In tilmandavies/sparr: Spatial and Spatiotemporal Relative Risk
View source: R/BOOT.spattemp.R
BOOT.spattemp R Documentation
Bootstrap bandwidths for a spatiotemporal kernel density estimate
Description
Bandwidth selection for standalone spatiotemporal density/intensity based on bootstrap estimation of the MISE, providing an isotropic scalar spatial bandwidth and a scalar temporal bandwidth.
Usage
BOOT.spattemp(pp, tt = NULL, tlim = NULL, eta = NULL, nu = NULL,
sedge = c("uniform", "none"), tedge = sedge, ref.density = NULL,
sres = 64, tres = sres, start = NULL, verbose = TRUE)
Arguments
pp
An object of class ppp giving the spatial coordinates of the observations to be smoothed. Possibly marked with the time of each event; see argument tt.
tt
A numeric vector of equal length to the number of points in pp, giving the time corresponding to each spatial observation.
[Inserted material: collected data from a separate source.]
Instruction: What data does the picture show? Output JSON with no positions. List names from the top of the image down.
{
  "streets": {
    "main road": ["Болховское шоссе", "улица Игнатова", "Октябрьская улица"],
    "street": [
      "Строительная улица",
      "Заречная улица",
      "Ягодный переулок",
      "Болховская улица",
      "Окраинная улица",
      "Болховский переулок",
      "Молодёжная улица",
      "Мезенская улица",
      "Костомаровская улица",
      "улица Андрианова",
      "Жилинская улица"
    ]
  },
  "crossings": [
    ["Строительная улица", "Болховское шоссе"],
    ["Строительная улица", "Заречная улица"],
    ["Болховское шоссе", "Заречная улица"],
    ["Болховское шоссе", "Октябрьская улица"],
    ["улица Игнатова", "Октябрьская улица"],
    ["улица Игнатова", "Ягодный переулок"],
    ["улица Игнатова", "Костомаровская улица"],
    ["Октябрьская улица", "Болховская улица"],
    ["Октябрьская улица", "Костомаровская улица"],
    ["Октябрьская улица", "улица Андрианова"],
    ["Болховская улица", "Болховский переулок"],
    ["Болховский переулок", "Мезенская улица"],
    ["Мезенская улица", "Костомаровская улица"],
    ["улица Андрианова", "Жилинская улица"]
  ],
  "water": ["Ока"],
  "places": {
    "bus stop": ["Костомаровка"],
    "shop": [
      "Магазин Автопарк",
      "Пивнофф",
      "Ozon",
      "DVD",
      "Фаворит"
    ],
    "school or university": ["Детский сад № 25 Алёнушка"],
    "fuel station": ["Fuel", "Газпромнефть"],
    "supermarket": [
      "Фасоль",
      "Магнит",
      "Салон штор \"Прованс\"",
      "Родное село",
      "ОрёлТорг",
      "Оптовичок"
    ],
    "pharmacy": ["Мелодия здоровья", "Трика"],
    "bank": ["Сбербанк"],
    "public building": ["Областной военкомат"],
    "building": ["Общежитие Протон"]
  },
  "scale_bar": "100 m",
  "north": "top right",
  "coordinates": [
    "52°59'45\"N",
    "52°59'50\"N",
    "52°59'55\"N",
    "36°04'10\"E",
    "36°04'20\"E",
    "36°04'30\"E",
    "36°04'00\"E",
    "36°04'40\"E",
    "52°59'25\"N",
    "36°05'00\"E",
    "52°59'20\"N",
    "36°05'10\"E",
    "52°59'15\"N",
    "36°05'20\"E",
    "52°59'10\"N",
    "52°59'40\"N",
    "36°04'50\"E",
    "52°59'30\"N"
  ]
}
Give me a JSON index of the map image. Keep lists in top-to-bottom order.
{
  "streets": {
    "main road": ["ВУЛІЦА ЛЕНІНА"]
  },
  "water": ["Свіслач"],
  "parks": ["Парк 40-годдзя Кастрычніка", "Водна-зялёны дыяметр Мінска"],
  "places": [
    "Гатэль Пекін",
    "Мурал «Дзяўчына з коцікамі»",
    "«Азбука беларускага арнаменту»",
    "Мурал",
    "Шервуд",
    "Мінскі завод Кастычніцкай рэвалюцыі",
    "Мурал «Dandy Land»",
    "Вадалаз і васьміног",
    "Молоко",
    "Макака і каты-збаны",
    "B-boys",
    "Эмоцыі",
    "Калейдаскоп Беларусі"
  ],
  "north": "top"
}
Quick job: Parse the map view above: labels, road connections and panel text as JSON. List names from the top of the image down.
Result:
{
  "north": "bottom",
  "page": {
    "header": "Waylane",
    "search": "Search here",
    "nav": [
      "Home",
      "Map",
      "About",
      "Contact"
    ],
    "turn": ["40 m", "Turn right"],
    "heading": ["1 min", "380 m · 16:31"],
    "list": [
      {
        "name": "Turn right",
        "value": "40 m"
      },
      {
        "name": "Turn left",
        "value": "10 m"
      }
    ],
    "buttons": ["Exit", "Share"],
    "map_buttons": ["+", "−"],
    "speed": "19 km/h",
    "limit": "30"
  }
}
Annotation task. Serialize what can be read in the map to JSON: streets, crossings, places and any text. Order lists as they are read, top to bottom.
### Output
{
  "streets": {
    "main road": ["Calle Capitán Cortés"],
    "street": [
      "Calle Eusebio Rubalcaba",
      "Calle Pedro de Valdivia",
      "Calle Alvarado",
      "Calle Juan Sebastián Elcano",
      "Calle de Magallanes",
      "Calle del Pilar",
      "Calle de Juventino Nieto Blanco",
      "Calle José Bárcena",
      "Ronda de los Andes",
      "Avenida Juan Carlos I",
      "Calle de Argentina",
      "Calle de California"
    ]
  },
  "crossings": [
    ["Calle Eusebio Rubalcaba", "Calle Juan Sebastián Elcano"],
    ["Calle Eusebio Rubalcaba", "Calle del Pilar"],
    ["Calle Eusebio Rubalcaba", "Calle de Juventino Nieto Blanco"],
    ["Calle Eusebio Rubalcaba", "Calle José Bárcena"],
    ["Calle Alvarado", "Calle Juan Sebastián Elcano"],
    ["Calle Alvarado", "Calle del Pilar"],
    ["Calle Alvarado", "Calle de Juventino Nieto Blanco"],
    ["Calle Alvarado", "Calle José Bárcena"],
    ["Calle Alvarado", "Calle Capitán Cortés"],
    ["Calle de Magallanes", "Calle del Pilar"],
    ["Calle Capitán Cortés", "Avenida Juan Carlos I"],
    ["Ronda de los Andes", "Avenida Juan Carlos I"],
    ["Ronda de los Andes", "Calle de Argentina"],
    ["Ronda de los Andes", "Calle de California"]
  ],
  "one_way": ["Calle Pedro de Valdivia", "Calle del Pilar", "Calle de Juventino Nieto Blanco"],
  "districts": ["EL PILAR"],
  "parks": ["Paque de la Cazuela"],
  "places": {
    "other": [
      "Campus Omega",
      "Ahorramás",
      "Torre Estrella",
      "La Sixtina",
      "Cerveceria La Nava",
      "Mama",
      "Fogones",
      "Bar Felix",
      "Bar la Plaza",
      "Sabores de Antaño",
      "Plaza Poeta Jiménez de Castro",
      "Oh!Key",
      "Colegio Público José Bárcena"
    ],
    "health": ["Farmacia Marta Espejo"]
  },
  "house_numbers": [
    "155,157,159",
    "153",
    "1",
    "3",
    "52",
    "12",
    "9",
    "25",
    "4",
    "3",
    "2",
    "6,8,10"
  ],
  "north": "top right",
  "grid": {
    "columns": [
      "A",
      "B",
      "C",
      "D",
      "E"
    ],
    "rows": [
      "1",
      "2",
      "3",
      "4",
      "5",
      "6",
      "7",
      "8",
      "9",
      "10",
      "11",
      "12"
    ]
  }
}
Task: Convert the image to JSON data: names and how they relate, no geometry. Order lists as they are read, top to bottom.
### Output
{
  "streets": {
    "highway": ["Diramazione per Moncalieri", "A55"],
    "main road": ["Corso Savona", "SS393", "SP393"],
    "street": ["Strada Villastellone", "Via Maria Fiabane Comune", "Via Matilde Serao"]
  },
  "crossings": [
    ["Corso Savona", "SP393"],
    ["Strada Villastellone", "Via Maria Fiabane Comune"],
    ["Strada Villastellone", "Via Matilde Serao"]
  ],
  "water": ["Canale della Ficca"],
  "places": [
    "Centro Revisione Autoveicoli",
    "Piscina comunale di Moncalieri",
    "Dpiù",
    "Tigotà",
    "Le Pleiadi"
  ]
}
If unsupplied, the function attempts to use the values in the marks attribute of the ppp.object in pp.
tlim
A numeric vector of length 2 giving the limits of the temporal domain over which to smooth. If supplied, all times in tt must fall within this interval (equality with limits allowed). If unsupplied, the function simply uses the range of the observed temporal values.
eta
Fixed scalar bandwidth to use for the spatial margin of the reference density estimate; if NULL it is calculated as the oversmoothing bandwidth of pp using OS. Ignored if ref.density is supplied. See ‘Details’.
nu
Fixed scalar bandwidth to use for the temporal margin of the reference density estimate; if NULL it is calculated from tt using the univariate version of Terrell's (1990) oversmoothing principle. Ignored if ref.density is supplied. See ‘Details’.
sedge
Character string dictating spatial edge correction. "uniform" (default) corrects based on evaluation grid coordinate. Setting sedge="none" requests no edge correction.
tedge
As sedge, for temporal edge correction.
ref.density
Optional. An object of class stden giving the reference density from which data is assumed to originate in the bootstrap. Must be spatially edge-corrected if sedge = "uniform".
sres
Numeric value > 0. Resolution of the [sres \times sres] evaluation grid in the spatial margin.
tres
Numeric value > 0. Resolution of the evaluation points in the temporal margin as defined by the tlim interval. If unsupplied, the density is evaluated at integer values between tlim[1] and tlim[2].
start
Optional positive numeric vector of length 2 giving starting values for the internal call to optim, in the order of (<spatial bandwidth>, <temporal bandwidth>).
verbose
Logical value indicating whether to print a function progress bar to the console during evaluation.
Details
For a spatiotemporal kernel density estimate \hat{f} defined on W x T \in R^3, the mean integrated squared error (MISE) is given by E[\int_W \int_T (\hat{f}(x,t) - f(x,t))^2 dt dx], where f is the corresponding true density. Given observed spatiotemporal locations X (arguments pp and tt) of n observations, this function finds the scalar spatial bandwidth h and scalar temporal bandwidth \lambda that jointly minimise
E^*[\int_W \int_T (\hat{f}^*(x,t) - \hat{f}(x,t))^2 dt dx],
where \hat{f}(x,t) is a density estimate of X constructed with ‘reference’ bandwidths \eta (spatial; argument eta) and \nu (temporal; argument nu); \hat{f}^*(x,t) is a density estimate using bandwidths h and \lambda of n observations X^* generated from \hat{f}(x,t). The notation E^* denotes expectation with respect to the distribution of the X^*. The user may optionally supply ref.density as an object of class stden, which must be evaluated on the same spatial and temporal domains W and T as the data (arguments pp, tt, and tlim). In this case, the reference bandwidths are extracted from this object, and eta and nu are ignored.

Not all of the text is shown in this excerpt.